(Beginning of THE RECORDS)

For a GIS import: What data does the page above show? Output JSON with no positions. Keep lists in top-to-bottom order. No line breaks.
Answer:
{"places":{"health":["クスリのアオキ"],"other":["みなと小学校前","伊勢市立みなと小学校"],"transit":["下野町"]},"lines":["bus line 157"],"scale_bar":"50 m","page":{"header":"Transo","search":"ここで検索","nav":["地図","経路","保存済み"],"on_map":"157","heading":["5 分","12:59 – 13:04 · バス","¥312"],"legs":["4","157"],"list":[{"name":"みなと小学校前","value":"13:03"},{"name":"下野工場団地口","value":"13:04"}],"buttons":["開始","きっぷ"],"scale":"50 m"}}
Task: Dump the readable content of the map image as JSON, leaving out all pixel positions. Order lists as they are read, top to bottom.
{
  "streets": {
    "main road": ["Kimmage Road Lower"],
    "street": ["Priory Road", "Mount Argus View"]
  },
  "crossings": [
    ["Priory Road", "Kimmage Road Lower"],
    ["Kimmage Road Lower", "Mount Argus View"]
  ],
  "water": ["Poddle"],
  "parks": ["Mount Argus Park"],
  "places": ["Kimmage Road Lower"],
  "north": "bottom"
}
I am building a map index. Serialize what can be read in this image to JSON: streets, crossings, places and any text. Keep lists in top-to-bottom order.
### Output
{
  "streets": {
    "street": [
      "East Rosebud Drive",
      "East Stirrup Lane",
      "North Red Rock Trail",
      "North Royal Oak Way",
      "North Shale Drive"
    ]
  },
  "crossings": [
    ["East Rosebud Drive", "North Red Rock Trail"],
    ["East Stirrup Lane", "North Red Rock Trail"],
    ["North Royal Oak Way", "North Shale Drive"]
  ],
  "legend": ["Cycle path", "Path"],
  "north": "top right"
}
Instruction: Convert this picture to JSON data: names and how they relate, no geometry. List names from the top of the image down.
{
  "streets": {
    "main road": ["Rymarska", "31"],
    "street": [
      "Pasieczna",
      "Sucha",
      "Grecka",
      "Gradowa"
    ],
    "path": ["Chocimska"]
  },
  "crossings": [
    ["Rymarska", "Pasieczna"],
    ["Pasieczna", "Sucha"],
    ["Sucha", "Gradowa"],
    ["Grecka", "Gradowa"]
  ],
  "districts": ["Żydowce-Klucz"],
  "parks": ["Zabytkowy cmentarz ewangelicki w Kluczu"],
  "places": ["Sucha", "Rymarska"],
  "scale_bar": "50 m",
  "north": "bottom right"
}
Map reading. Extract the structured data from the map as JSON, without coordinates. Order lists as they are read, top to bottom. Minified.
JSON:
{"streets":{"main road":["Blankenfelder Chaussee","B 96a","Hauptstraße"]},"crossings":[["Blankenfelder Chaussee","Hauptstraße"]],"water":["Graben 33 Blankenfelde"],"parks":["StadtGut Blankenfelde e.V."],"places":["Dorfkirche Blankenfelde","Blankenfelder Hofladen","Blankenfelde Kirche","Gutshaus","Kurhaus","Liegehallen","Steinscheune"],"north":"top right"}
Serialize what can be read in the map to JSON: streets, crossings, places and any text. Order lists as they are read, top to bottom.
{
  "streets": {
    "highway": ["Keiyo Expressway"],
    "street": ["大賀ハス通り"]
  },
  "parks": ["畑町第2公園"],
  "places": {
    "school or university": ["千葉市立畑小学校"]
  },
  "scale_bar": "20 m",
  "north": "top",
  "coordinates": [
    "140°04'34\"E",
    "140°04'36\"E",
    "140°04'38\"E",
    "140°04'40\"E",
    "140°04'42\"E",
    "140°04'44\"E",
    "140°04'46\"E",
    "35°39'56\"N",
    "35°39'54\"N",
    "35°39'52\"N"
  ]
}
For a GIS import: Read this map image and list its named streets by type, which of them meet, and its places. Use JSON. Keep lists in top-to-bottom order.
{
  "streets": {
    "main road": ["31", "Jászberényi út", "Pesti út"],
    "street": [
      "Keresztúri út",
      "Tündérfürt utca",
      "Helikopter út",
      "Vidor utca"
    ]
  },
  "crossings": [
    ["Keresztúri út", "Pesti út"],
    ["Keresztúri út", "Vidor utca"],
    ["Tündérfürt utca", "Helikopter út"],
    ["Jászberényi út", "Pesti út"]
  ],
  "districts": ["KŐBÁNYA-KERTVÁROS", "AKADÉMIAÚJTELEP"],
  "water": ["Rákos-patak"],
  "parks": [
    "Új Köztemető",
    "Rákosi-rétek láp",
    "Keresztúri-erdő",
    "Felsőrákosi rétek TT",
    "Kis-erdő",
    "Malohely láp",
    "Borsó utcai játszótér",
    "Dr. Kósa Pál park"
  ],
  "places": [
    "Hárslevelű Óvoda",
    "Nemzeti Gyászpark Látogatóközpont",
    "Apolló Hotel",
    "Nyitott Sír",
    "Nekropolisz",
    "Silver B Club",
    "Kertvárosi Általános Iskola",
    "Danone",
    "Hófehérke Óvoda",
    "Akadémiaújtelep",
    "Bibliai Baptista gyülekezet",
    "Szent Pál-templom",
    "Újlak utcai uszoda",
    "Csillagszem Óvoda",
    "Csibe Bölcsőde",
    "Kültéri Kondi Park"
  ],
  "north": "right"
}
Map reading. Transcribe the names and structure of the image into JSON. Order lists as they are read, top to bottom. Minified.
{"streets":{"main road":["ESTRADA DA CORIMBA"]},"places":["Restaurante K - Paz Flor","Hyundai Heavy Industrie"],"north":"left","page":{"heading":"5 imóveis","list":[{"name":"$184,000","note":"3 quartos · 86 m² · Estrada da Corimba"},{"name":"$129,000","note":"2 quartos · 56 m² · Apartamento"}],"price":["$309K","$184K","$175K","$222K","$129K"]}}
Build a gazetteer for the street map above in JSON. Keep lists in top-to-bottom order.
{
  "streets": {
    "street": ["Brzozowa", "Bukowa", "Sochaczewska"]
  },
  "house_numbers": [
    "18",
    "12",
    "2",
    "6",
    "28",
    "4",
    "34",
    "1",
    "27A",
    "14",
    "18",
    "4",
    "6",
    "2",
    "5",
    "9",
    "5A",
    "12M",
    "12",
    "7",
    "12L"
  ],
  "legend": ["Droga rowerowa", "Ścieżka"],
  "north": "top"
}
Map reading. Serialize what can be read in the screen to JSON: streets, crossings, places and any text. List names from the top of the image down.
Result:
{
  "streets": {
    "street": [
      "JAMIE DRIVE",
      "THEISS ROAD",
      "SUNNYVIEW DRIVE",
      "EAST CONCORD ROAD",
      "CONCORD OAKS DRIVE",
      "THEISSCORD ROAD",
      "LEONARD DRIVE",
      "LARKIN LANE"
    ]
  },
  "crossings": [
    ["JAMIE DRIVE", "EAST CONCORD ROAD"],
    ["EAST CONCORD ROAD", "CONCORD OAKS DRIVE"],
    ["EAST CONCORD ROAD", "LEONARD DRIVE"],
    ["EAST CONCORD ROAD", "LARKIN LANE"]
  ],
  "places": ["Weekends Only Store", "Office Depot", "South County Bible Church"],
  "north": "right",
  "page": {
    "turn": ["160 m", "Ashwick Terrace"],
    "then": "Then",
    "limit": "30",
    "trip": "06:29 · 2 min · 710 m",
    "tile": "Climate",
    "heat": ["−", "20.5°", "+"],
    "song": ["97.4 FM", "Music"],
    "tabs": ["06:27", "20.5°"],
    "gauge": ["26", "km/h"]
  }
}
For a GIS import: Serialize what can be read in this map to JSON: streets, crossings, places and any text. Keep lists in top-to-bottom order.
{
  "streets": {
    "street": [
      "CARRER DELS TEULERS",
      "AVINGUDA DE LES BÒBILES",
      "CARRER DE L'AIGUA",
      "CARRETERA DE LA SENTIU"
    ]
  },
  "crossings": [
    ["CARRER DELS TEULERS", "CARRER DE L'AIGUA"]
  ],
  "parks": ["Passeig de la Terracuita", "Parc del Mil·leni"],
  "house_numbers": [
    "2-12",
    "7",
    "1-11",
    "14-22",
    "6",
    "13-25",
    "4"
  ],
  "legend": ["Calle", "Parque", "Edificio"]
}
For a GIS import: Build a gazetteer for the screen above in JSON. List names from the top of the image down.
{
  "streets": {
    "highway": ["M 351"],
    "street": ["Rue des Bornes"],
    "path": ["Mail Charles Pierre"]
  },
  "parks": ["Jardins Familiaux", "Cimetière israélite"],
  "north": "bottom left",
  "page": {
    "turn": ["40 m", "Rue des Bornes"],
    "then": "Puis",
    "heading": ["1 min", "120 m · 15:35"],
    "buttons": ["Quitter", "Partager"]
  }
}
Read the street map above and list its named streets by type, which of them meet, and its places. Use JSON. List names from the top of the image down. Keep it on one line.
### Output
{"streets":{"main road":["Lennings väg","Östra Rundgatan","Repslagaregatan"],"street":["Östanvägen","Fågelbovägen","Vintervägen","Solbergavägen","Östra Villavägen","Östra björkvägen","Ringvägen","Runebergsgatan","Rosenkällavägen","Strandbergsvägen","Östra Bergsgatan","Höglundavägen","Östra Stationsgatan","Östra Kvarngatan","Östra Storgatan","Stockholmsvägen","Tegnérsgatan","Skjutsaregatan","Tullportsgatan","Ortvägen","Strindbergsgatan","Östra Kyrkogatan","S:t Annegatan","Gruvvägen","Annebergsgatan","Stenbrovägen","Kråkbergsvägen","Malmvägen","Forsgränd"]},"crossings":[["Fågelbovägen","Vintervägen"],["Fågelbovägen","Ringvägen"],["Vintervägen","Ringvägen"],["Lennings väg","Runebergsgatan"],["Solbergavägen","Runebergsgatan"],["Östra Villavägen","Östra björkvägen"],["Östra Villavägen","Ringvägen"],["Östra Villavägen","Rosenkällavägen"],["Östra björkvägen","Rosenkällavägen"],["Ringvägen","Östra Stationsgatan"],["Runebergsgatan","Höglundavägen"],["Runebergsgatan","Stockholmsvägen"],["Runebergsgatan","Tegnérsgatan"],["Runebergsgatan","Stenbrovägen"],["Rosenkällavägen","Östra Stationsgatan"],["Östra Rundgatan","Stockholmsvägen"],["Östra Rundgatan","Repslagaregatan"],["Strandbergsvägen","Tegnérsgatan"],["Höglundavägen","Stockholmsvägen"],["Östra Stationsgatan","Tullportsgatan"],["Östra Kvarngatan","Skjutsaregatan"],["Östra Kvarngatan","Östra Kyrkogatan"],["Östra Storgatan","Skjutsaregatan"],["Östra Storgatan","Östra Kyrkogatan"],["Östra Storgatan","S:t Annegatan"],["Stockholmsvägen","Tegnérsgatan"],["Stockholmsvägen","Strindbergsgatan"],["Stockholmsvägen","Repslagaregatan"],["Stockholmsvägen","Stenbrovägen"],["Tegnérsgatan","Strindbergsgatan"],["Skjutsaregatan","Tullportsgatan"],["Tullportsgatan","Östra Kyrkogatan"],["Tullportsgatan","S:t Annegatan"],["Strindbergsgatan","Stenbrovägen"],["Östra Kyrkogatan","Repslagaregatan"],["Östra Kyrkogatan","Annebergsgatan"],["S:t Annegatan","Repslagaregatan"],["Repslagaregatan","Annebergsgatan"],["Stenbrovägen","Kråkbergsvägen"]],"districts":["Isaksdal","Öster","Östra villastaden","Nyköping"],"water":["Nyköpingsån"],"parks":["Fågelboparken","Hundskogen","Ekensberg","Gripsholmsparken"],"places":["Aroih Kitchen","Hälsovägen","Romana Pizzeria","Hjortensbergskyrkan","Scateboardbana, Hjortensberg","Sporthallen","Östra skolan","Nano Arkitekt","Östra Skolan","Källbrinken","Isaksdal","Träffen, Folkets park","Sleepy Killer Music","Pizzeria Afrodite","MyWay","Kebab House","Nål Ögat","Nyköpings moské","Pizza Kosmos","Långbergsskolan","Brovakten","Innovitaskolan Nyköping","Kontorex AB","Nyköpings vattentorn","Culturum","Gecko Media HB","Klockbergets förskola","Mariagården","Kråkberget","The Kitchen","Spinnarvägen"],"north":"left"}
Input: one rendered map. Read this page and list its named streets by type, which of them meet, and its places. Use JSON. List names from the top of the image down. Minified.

(End of THE RECORDS)

EXERCISE DIRECTIONS. All that belongs in your answer is the stretch of entries above from the line with "For a GIS import: Build" through the line with "Read the street", printed exactly.

OUTPUT BELOW.
For a GIS import: Build a gazetteer for the screen above in JSON. List names from the top of the image down.
{
  "streets": {
    "highway": ["M 351"],
    "street": ["Rue des Bornes"],
    "path": ["Mail Charles Pierre"]
  },
  "parks": ["Jardins Familiaux", "Cimetière israélite"],
  "north": "bottom left",
  "page": {
    "turn": ["40 m", "Rue des Bornes"],
    "then": "Puis",
    "heading": ["1 min", "120 m · 15:35"],
    "buttons": ["Quitter", "Partager"]
  }
}
Read the street map above and list its named streets by type, which of them meet, and its places. Use JSON. List names from the top of the image down. Keep it on one line.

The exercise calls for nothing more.